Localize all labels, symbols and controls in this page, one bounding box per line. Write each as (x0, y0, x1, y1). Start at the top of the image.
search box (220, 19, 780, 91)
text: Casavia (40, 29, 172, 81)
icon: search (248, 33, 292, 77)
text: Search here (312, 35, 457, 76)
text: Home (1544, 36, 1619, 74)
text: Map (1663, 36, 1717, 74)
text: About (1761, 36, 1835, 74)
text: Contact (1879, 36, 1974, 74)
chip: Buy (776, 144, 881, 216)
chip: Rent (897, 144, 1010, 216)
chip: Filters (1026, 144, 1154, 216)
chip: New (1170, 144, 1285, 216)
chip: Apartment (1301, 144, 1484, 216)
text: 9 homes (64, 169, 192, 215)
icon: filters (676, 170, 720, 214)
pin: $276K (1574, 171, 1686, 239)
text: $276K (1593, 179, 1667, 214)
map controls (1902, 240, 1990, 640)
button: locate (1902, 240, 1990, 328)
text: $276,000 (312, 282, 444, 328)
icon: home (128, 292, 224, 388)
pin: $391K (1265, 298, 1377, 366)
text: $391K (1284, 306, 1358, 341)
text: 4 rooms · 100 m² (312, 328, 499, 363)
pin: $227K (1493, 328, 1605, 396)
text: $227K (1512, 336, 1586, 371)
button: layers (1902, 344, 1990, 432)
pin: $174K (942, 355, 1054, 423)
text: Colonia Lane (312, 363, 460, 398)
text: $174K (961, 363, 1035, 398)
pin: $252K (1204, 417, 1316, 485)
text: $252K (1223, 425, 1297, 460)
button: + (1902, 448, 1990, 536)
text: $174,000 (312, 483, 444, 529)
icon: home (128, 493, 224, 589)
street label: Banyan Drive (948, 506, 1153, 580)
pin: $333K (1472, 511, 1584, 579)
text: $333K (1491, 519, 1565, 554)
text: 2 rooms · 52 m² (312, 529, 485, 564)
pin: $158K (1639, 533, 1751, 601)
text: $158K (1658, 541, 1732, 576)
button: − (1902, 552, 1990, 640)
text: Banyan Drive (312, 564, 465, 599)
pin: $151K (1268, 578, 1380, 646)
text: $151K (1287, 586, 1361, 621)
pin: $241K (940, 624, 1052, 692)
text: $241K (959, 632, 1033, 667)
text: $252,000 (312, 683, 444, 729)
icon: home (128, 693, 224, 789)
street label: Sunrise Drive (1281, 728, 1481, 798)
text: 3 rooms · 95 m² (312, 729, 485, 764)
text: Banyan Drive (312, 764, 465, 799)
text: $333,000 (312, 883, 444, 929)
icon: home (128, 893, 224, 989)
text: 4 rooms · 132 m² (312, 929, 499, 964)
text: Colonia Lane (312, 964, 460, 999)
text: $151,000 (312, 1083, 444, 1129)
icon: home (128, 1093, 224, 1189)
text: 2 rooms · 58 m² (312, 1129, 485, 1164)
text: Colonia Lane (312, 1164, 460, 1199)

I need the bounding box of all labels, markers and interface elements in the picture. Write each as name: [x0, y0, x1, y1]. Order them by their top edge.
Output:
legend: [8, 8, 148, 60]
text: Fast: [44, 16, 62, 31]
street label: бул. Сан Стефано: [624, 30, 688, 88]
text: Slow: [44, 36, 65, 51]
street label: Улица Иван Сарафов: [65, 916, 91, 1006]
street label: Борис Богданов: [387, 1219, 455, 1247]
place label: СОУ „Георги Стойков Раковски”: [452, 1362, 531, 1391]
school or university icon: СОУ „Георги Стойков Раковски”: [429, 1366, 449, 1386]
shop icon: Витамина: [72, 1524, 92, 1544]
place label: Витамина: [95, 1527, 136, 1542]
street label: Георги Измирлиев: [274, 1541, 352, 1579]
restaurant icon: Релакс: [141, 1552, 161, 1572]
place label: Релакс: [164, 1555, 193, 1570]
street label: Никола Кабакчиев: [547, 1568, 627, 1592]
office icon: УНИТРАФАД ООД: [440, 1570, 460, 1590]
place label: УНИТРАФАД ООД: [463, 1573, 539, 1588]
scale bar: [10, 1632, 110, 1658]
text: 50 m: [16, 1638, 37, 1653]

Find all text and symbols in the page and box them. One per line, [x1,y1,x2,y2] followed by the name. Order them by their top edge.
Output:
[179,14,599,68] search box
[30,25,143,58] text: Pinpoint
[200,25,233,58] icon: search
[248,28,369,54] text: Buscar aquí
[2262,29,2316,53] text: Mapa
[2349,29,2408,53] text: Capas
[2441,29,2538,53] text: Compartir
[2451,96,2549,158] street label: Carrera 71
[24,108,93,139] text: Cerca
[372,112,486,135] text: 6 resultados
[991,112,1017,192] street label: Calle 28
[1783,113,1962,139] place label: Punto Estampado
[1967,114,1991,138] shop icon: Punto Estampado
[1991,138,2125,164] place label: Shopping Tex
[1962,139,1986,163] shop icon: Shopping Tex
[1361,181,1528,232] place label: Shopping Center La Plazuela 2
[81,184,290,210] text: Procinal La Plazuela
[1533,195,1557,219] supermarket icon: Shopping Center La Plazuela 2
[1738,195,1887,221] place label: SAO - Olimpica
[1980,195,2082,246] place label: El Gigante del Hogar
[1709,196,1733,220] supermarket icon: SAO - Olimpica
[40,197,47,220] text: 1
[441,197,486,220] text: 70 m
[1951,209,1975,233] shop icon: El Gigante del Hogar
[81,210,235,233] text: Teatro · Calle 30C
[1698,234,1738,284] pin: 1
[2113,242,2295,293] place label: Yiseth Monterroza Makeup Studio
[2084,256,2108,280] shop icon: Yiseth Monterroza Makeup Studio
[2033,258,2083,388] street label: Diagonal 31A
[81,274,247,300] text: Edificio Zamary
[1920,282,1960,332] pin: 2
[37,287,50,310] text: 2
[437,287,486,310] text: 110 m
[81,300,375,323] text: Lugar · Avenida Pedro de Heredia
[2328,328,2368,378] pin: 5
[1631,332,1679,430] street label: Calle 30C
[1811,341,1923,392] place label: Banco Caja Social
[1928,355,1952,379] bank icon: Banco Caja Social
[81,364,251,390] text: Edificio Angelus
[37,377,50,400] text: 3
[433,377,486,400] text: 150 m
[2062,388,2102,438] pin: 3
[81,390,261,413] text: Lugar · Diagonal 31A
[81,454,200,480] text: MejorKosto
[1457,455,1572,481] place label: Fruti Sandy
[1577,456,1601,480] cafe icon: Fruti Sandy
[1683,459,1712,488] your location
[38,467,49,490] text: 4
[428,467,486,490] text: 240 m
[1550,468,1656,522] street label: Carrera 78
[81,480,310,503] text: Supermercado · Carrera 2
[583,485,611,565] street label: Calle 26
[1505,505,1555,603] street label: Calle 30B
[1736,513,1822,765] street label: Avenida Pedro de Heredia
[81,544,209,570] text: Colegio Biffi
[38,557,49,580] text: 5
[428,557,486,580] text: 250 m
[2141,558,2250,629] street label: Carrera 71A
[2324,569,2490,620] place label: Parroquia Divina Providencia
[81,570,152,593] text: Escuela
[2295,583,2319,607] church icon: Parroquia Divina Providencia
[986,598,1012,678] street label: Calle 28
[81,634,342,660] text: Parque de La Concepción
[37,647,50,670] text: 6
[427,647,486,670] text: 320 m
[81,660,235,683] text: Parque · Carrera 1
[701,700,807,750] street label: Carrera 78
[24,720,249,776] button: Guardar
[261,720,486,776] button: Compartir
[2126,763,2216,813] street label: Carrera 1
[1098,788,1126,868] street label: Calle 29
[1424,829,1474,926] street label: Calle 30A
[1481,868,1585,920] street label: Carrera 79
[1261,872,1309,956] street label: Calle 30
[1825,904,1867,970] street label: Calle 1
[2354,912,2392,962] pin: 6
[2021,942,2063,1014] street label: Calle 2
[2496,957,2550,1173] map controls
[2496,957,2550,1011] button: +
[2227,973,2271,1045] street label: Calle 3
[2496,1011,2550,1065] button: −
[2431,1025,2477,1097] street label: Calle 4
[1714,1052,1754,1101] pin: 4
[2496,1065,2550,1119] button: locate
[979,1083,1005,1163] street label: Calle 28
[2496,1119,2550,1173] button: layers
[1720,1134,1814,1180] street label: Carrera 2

> **DIRECTIONS FOR THIS TASK**
Search the entries for the word "Раковски", then gather every line that has it.

> **TASK OUTPUT**
place label: СОУ „Георги Стойков Раковски”: [452, 1362, 531, 1391]
school or university icon: СОУ „Георги Стойков Раковски”: [429, 1366, 449, 1386]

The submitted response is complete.